I am shaking in my reeboks to be seeing Vulva Culture (what a NAME!). Their blending breathy harmonies and beachy echos almost make me forget that I’ve come to eternal damnation. Is it possible for beautiful sounds to be punishment? Is this all part of our torture? My hungover heart aches. One particular bouncer looks just like Lucifer. Let’s not forget where we are.
Before you can say “no, please, don’t, I beg you” it is time to run up the jungle gym stairs to Wilser’s to see Technical Kidman. “The wish to hear such baseness is degrading.” Now, I KNOW that’s not what Dante meant but JEEZE Technical Kidman is shakingly good. The three summon something truly evil that rises up in the centre of their instruments and demands we SWAY. My kind host is literally clutching his heart, and I feel as though if I let my knees go I would be held up by their swirling, dark electro. We are degrading ourselves. It’s sick.
Afterwards when I chat with the very charming and very french Mathieu from TK, I can hear my kind host sort of panting behind me, chomping at the bit to fawn over him. He is not alone, people are worshiping him! I step aside and Mathieu is surrounded by skinny Shifties asking for his blessing.
The Cult is an exclusive group, one that succeeds because of their exclusivity. This, once a year, is when they let us in, let us know, whisper secrets, whisper behind our backs. It is easy to resent them, but I like the way they do. They don’t take the term Circus lightly, they are true showmen. Other festivals lack theme, lack tradition.
It’s not the last day, but Saturday feels like it. There’s an odd desperation in the air, Sunday creeping around the corner. Towanda shrieks and swears downstairs, also displaying their penchant for showmanship with warpainted faces and touches of leopard print. They look like bad girls gone bad, like they’ve never flirted with propriety.
“We wanted to be the female band that we never got to see in the Maritimes.” Rosie Gripton, guitar and vox, explains. While I was chatting with them after their set, a stream of random men come over to talk to them. The three of them are so powerful and confident, while I mumble noncommittally asking the men to leave, the three of them straight up loudly tell them to go away. Damn, girls. They are so the band I wished I could have seen, the girls I wish I could be.
After talking to them I catch the Young Satan in Love smoker’s carnival, the cigarette-filled, parking lot show is awash with the concept band’s showmanship. What would an Inferno be without a young Satan? Perfect timing, dying for a smoke. People are bitching about the new no smoking on patios law, but a friend points out that it extends the landscape of the bar. “We have all this room now”
The after party proves to be bonkers. A hip-hop show is exactly what everyone needed, absolutely fueling us. Also fueling us is many bottles of white wine. I find myself yelling at one of the fire eaters, the strong man who bent rebar into a pretzel. Not yelling angrily; I can never control my volume around wine. My dear editor begs me to go to sleep, I fear that Inferno has actually made me forget how.

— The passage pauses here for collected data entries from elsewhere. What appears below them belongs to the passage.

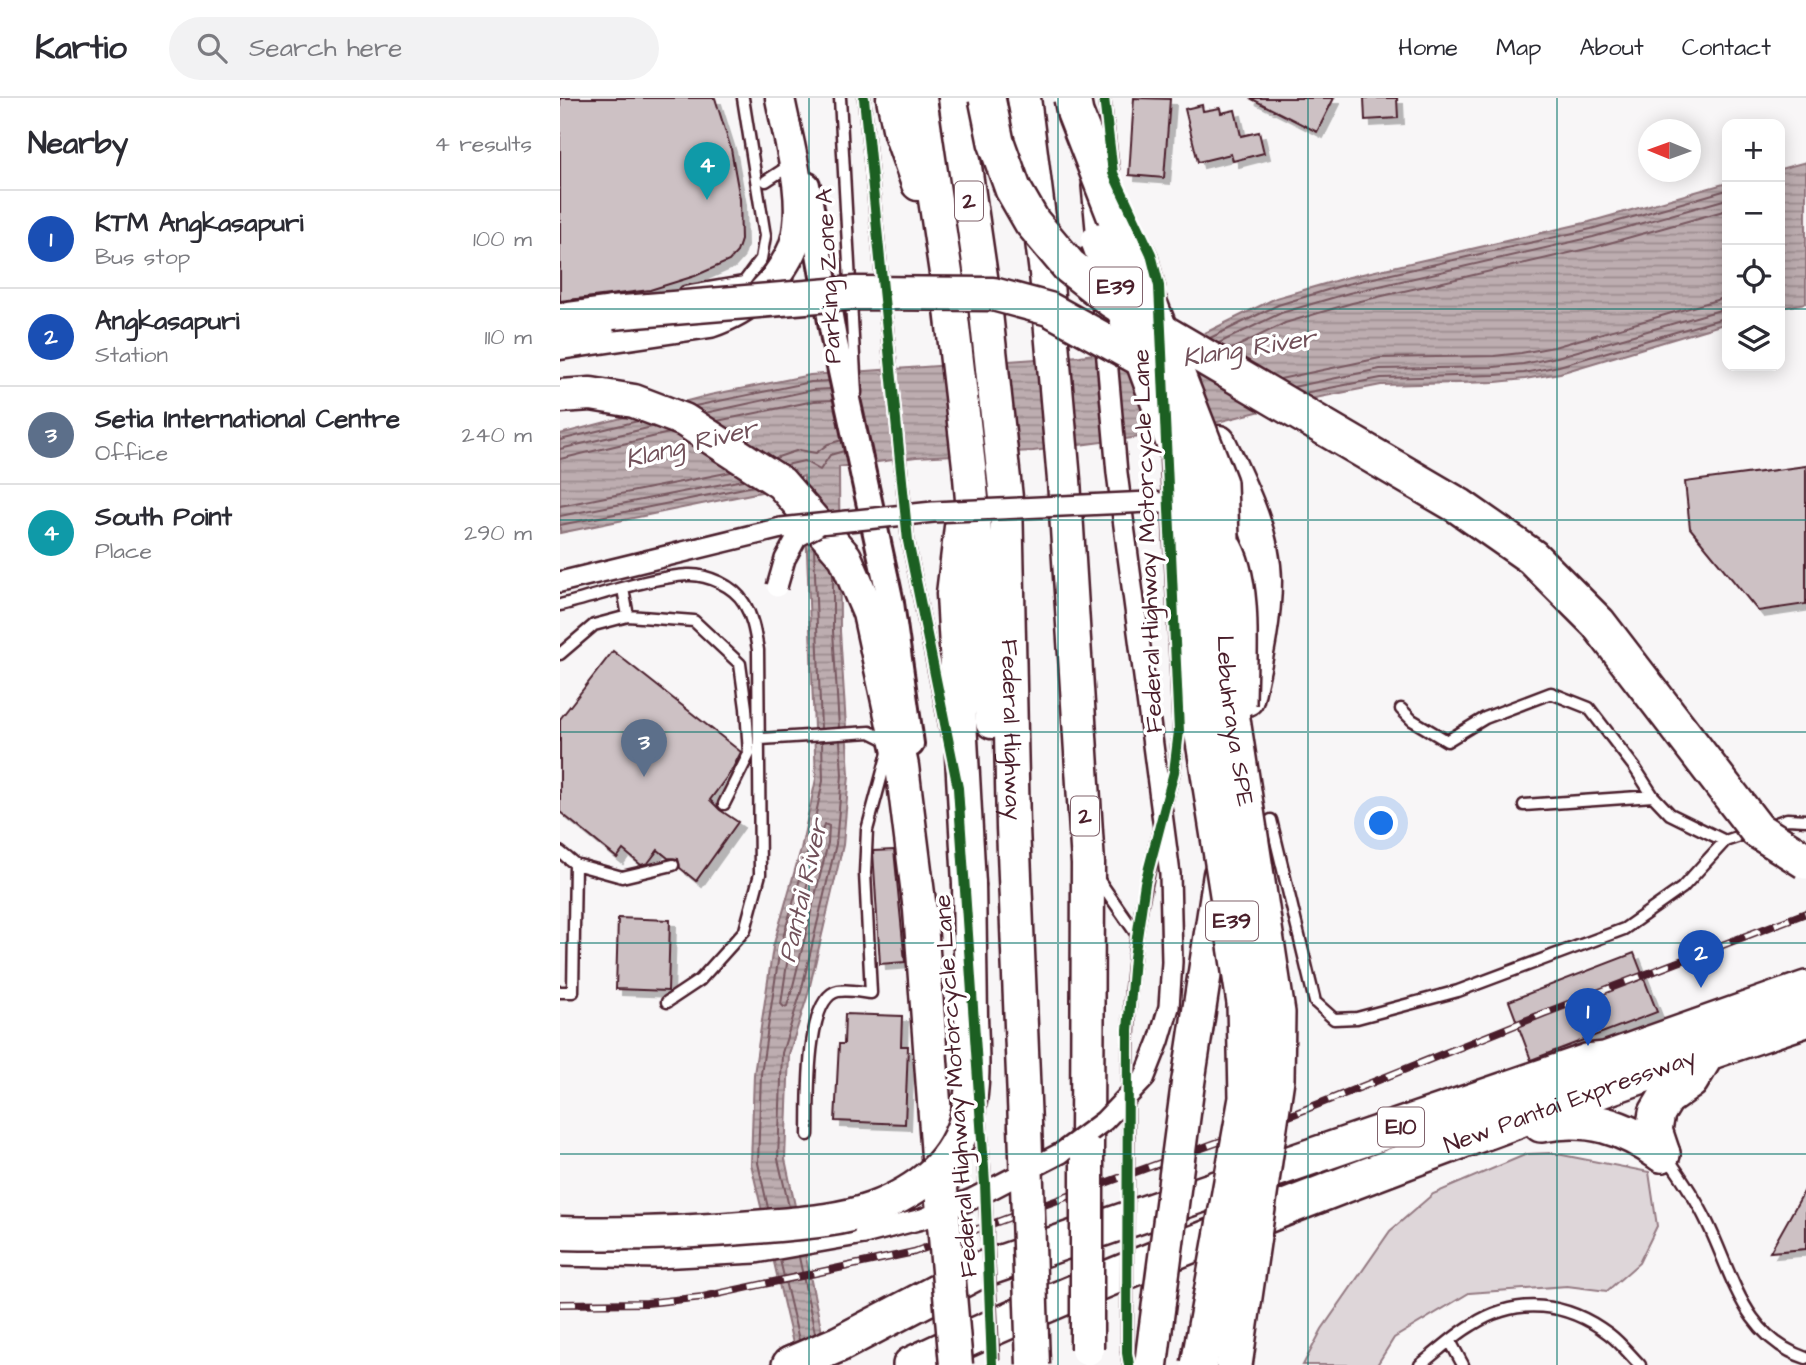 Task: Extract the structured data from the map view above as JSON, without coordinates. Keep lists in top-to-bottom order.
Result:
{
  "streets": {
    "highway": [
      "2",
      "E39",
      "Lebuhraya SPE",
      "Federal Highway",
      "New Pantai Expressway",
      "E10"
    ],
    "lane": ["Parking Zone A", "Federal Highway Motorcycle Lane"]
  },
  "crossings": [
    ["2", "Lebuhraya SPE"]
  ],
  "water": ["Klang River", "Pantai River"],
  "north": "left",
  "page": {
    "header": "Kartio",
    "search": "Search here",
    "nav": [
      "Home",
      "Map",
      "About",
      "Contact"
    ],
    "heading": ["Nearby", "4 results"],
    "map_buttons": ["+", "−"],
    "pins": [
      "4",
      "3",
      "2",
      "1"
    ],
    "list": [
      {
        "mark": "1",
        "name": "KTM Angkasapuri",
        "note": "Bus stop",
        "value": "100 m"
      },
      {
        "mark": "2",
        "name": "Angkasapuri",
        "note": "Station",
        "value": "110 m"
      },
      {
        "mark": "3",
        "name": "Setia International Centre",
        "note": "Office",
        "value": "240 m"
      },
      {
        "mark": "4",
        "name": "South Point",
        "note": "Place",
        "value": "290 m"
      }
    ]
  }
} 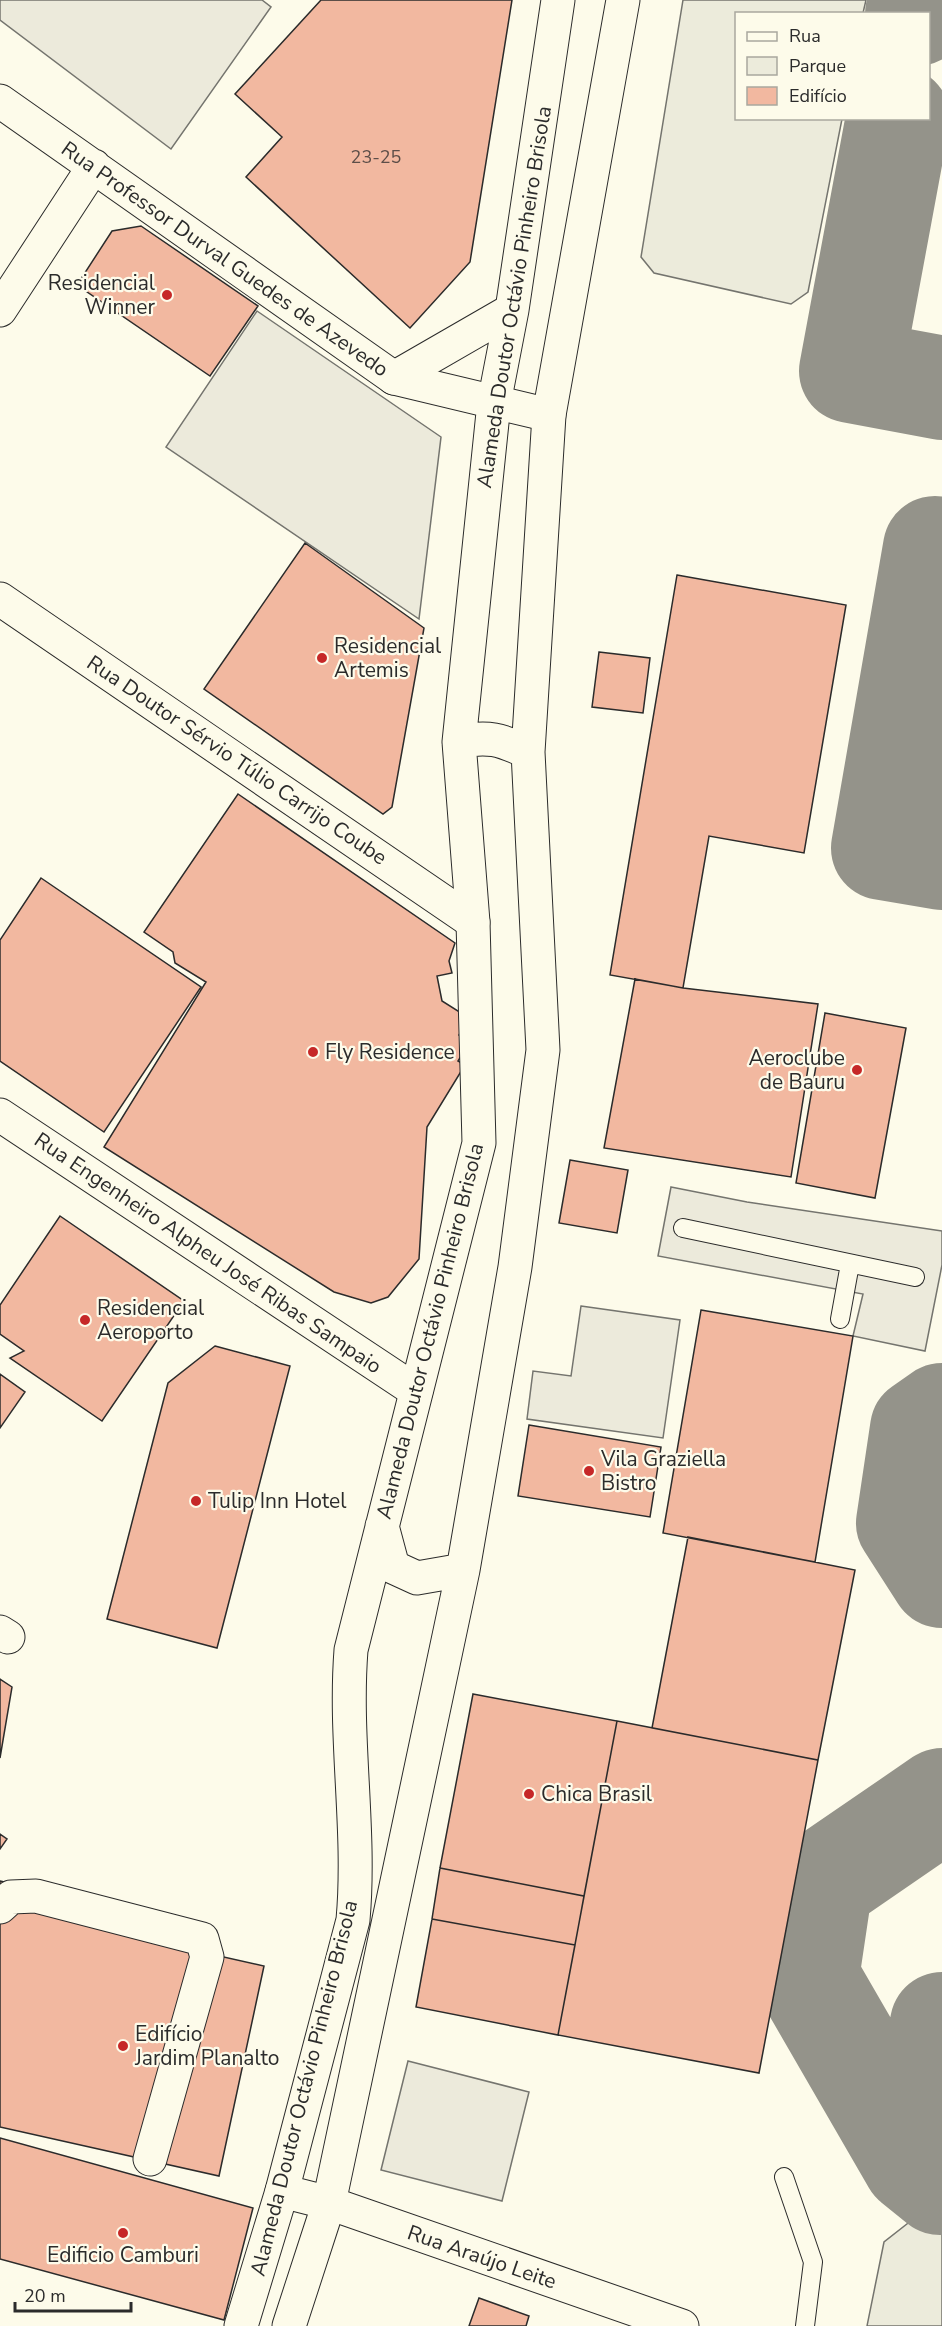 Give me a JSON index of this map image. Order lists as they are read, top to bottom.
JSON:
{
  "streets": {
    "street": [
      "Rua Professor Durval Guedes de Azevedo",
      "Alameda Doutor Octávio Pinheiro Brisola",
      "Rua Doutor Sérvio Túlio Carrijo Coube",
      "Rua Engenheiro Alpheu José Ribas Sampaio",
      "Rua Araújo Leite"
    ]
  },
  "crossings": [
    ["Rua Professor Durval Guedes de Azevedo", "Alameda Doutor Octávio Pinheiro Brisola"],
    ["Alameda Doutor Octávio Pinheiro Brisola", "Rua Doutor Sérvio Túlio Carrijo Coube"],
    ["Alameda Doutor Octávio Pinheiro Brisola", "Rua Engenheiro Alpheu José Ribas Sampaio"],
    ["Alameda Doutor Octávio Pinheiro Brisola", "Rua Araújo Leite"]
  ],
  "places": [
    "Residencial Winner",
    "Residencial Artemis",
    "Fly Residence",
    "Aeroclube de Bauru",
    "Residencial Aeroporto",
    "Vila Graziella Bistro",
    "Tulip Inn Hotel",
    "Chica Brasil",
    "Edifício Jardim Planalto",
    "Edificio Camburi"
  ],
  "house_numbers": ["23-25"],
  "legend": ["Rua", "Parque", "Edifício"],
  "scale_bar": "20 m"
} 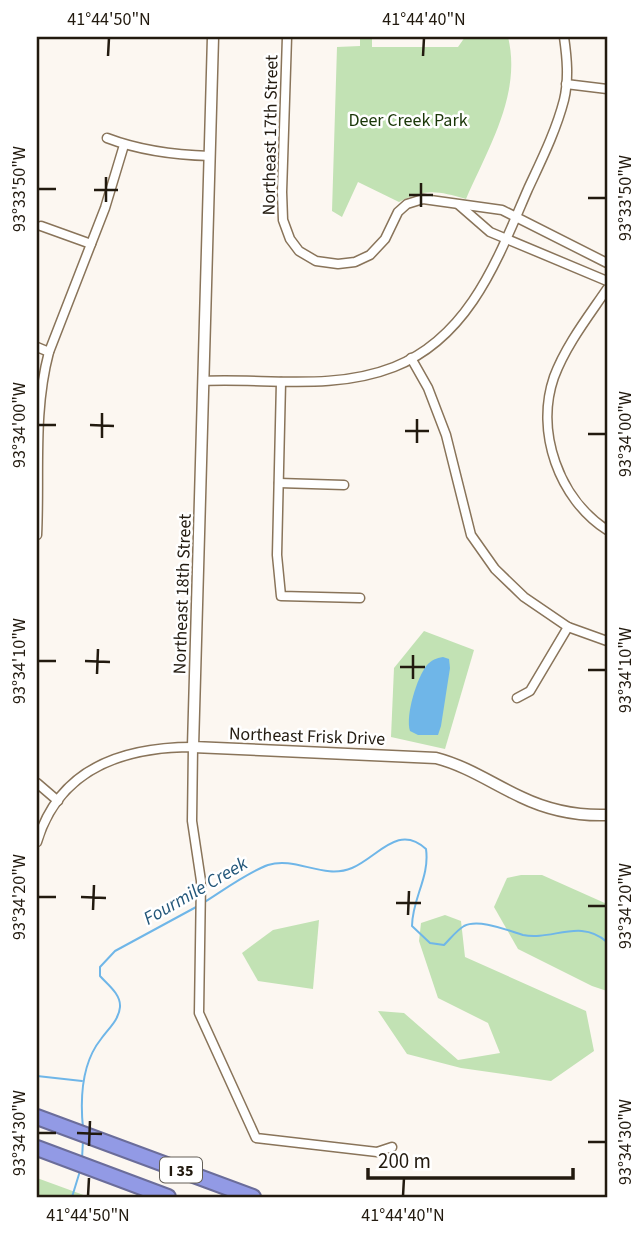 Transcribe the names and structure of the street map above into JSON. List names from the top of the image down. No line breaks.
{"streets":{"highway":["I 35"],"street":["Northeast 17th Street","Northeast 18th Street","Northeast Frisk Drive"]},"crossings":[["Northeast 18th Street","Northeast Frisk Drive"]],"water":["Fourmile Creek"],"parks":["Deer Creek Park"],"scale_bar":"200 m","coordinates":["41°44'50\"N","41°44'40\"N","93°33'50\"W","93°34'00\"W","93°34'10\"W","93°34'20\"W","93°34'30\"W"]} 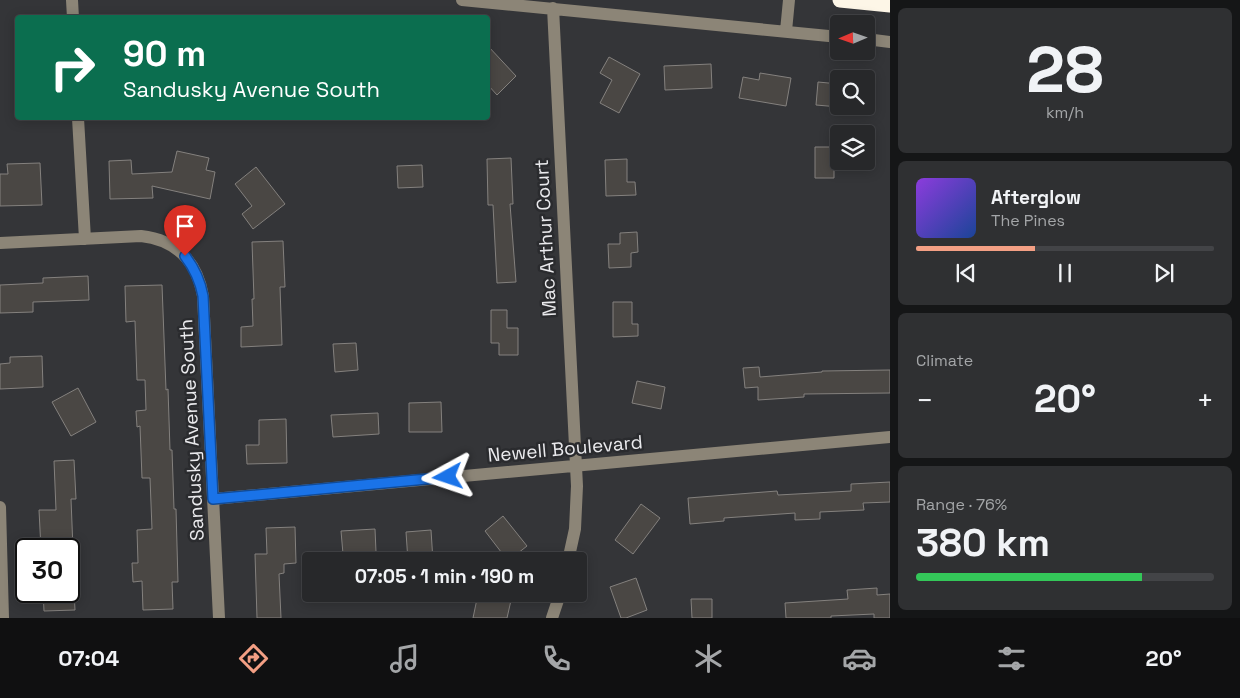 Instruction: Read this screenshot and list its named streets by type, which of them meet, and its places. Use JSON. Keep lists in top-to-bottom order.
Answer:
{
  "streets": {
    "street": ["Mac Arthur Court", "Sandusky Avenue South", "Newell Boulevard"]
  },
  "crossings": [
    ["Mac Arthur Court", "Newell Boulevard"],
    ["Sandusky Avenue South", "Newell Boulevard"]
  ],
  "north": "left",
  "page": {
    "tile": [
      ["28", "km/h"],
      "Climate",
      ["Range · 76%", "380 km"]
    ],
    "turn": ["90 m", "Sandusky Avenue South"],
    "song": ["Afterglow", "The Pines"],
    "heat": ["−", "20°", "+"],
    "limit": "30",
    "trip": "07:05 · 1 min · 190 m",
    "tabs": ["07:04", "20°"]
  }
} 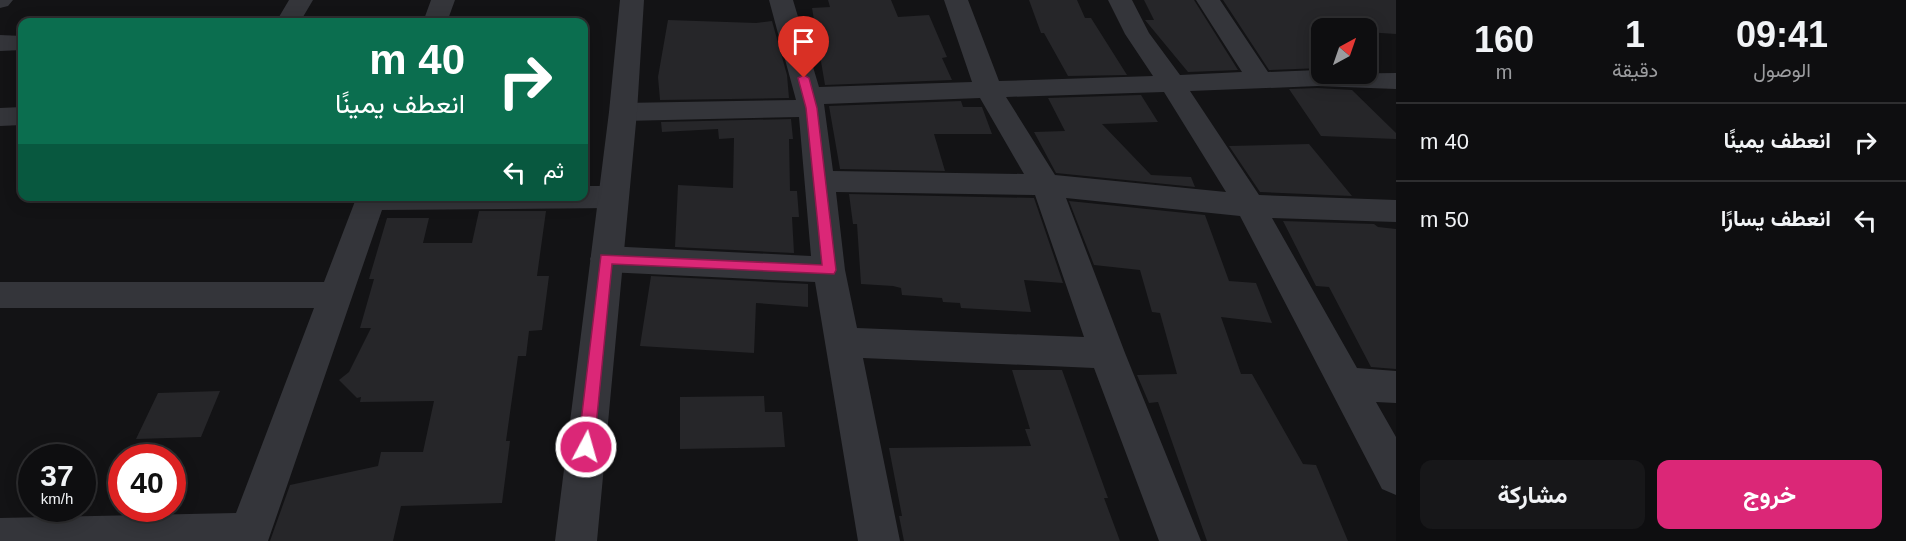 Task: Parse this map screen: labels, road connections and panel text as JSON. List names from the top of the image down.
{
  "north": "top right",
  "page": {
    "eta": [
      "09:41",
      "الوصول",
      "1",
      "دقيقة",
      "160",
      "m"
    ],
    "turn": ["40 m", "انعطف يمينًا"],
    "list": [
      {
        "name": "انعطف يمينًا",
        "value": "40 m"
      },
      {
        "name": "انعطف يسارًا",
        "value": "50 m"
      }
    ],
    "then": "ثم",
    "speed": "37 km/h",
    "limit": "40",
    "buttons": ["خروج", "مشاركة"]
  }
}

Sunday is a very, very typical Sunday. Rainy, grey, ashamed. I sleepily go to the show in Shift Works space, and will myself to be like the art there. Still. It’s shocking that it’s coming a close, and the very spooky Crosss send us on our way.
My souvenirs from Shifty Bits Circus: Inf4rno include a raspy voice, bruised legs, Catholic guilt and an order to leave town. The Circus is growing, and though I burned my hands this year I still haven’t learned what hot means. I know we all anxiously await the next hell they’ll put us through.